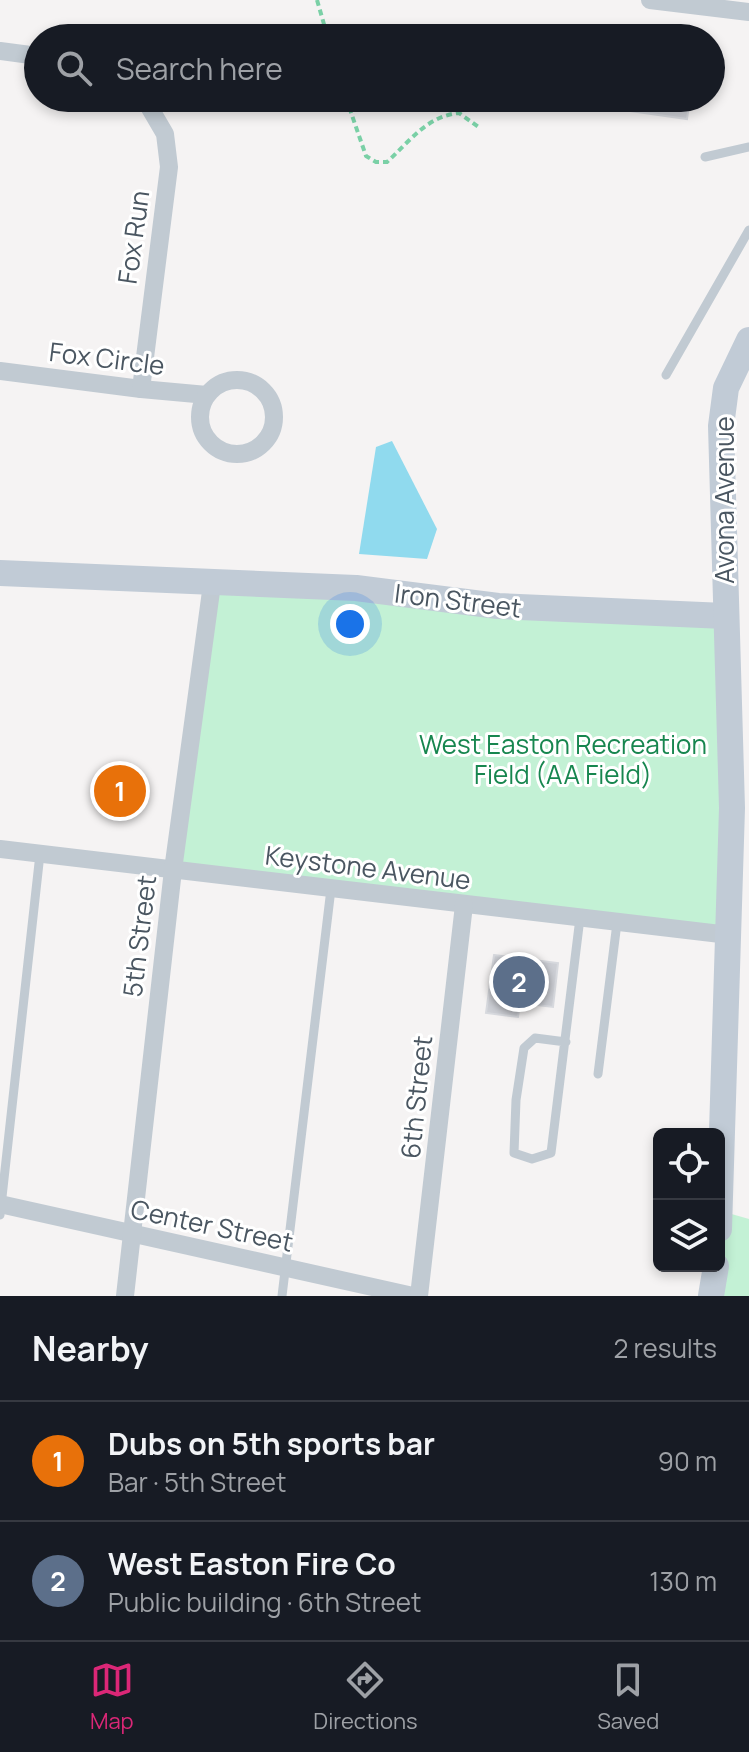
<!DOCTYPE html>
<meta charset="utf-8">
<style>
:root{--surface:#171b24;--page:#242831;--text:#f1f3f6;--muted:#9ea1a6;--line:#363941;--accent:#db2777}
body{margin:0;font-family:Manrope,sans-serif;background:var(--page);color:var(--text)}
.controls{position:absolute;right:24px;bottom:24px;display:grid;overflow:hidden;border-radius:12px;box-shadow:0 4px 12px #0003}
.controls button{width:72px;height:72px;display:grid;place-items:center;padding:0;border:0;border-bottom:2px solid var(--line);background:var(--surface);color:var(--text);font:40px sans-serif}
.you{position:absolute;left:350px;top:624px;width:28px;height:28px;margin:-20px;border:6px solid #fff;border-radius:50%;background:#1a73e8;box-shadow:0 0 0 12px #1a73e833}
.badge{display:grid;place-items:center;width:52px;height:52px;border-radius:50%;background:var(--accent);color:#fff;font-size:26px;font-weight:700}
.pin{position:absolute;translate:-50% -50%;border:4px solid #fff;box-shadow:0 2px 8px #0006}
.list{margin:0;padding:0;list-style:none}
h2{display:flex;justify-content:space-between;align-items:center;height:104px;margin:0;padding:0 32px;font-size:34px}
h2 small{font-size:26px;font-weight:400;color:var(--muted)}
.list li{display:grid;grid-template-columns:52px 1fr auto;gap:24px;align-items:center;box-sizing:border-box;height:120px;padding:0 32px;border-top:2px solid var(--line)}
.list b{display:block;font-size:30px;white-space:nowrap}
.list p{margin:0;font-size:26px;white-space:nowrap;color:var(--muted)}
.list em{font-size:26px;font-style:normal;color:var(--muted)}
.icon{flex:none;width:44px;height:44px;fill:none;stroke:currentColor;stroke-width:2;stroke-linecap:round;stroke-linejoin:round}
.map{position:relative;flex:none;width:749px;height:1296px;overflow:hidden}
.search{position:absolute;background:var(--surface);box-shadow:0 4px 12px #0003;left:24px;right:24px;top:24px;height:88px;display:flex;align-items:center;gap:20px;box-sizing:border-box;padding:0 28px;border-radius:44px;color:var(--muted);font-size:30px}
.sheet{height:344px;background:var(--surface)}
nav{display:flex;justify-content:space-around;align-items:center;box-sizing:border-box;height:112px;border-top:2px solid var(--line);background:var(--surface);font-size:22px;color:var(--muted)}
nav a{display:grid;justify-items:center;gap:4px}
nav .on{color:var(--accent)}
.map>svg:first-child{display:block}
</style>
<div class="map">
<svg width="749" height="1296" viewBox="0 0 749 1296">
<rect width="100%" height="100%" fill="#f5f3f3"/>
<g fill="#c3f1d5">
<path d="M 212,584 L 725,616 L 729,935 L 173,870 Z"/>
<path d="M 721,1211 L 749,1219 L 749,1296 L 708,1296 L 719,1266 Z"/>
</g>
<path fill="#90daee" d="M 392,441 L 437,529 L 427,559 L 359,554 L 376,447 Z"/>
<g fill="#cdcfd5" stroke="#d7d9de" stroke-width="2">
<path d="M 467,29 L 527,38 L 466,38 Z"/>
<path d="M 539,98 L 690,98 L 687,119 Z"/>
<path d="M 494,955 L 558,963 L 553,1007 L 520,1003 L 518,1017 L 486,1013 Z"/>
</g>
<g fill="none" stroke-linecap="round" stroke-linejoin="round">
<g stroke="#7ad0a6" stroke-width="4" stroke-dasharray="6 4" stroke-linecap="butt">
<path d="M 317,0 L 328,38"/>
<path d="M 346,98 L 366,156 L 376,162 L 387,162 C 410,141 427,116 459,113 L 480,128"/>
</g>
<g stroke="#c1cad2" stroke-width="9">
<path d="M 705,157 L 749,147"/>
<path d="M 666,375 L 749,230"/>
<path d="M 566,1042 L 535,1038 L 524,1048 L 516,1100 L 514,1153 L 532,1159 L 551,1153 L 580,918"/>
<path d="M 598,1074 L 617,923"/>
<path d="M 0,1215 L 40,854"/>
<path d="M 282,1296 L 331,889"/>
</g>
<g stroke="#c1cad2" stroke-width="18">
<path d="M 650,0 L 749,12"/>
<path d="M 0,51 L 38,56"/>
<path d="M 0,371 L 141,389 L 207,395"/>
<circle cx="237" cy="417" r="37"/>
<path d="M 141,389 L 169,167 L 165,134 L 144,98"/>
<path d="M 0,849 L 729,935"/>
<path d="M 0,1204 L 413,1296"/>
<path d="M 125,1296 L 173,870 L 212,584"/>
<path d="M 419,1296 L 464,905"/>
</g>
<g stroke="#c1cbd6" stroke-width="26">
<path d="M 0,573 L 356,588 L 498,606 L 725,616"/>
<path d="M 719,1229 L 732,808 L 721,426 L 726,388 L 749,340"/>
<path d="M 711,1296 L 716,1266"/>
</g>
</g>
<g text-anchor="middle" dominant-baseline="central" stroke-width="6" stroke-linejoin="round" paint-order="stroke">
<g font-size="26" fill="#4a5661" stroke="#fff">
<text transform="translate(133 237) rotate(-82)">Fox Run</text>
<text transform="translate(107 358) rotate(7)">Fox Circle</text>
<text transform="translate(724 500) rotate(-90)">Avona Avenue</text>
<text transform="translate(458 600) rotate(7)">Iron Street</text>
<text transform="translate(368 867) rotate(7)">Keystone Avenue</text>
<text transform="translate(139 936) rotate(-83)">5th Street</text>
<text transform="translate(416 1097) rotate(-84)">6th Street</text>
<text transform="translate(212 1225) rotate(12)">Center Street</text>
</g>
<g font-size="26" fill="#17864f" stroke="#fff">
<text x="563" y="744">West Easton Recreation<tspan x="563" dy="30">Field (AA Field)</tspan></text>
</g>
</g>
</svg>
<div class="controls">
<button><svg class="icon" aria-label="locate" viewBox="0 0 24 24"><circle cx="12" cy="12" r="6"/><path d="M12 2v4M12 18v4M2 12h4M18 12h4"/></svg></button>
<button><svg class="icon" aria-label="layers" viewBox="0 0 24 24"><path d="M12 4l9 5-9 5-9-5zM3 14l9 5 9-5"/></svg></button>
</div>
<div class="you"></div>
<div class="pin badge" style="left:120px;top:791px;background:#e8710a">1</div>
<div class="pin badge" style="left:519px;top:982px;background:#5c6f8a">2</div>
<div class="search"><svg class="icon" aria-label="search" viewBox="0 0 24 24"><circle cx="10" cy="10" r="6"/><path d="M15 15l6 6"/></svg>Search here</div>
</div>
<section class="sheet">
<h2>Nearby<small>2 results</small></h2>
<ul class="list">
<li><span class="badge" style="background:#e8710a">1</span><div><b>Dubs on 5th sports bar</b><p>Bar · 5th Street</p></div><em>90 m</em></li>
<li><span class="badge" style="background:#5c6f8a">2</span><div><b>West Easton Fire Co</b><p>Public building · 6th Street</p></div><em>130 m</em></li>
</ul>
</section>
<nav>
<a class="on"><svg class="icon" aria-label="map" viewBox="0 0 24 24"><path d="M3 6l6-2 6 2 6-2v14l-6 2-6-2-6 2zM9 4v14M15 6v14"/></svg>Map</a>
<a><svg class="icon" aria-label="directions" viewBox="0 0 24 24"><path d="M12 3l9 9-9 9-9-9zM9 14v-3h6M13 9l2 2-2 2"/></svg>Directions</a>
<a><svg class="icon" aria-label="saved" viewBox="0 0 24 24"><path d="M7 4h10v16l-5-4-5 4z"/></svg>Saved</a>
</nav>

• _YOUR TASK_
In the entries above, find the line holding "6 2 6-2v14l-6" and the line holding "3l9 9-9 9-9-9zM9"; print both of them and every line between, exactly, and nothing else.

• _RESULT_
<a class="on"><svg class="icon" aria-label="map" viewBox="0 0 24 24"><path d="M3 6l6-2 6 2 6-2v14l-6 2-6-2-6 2zM9 4v14M15 6v14"/></svg>Map</a>
<a><svg class="icon" aria-label="directions" viewBox="0 0 24 24"><path d="M12 3l9 9-9 9-9-9zM9 14v-3h6M13 9l2 2-2 2"/></svg>Directions</a>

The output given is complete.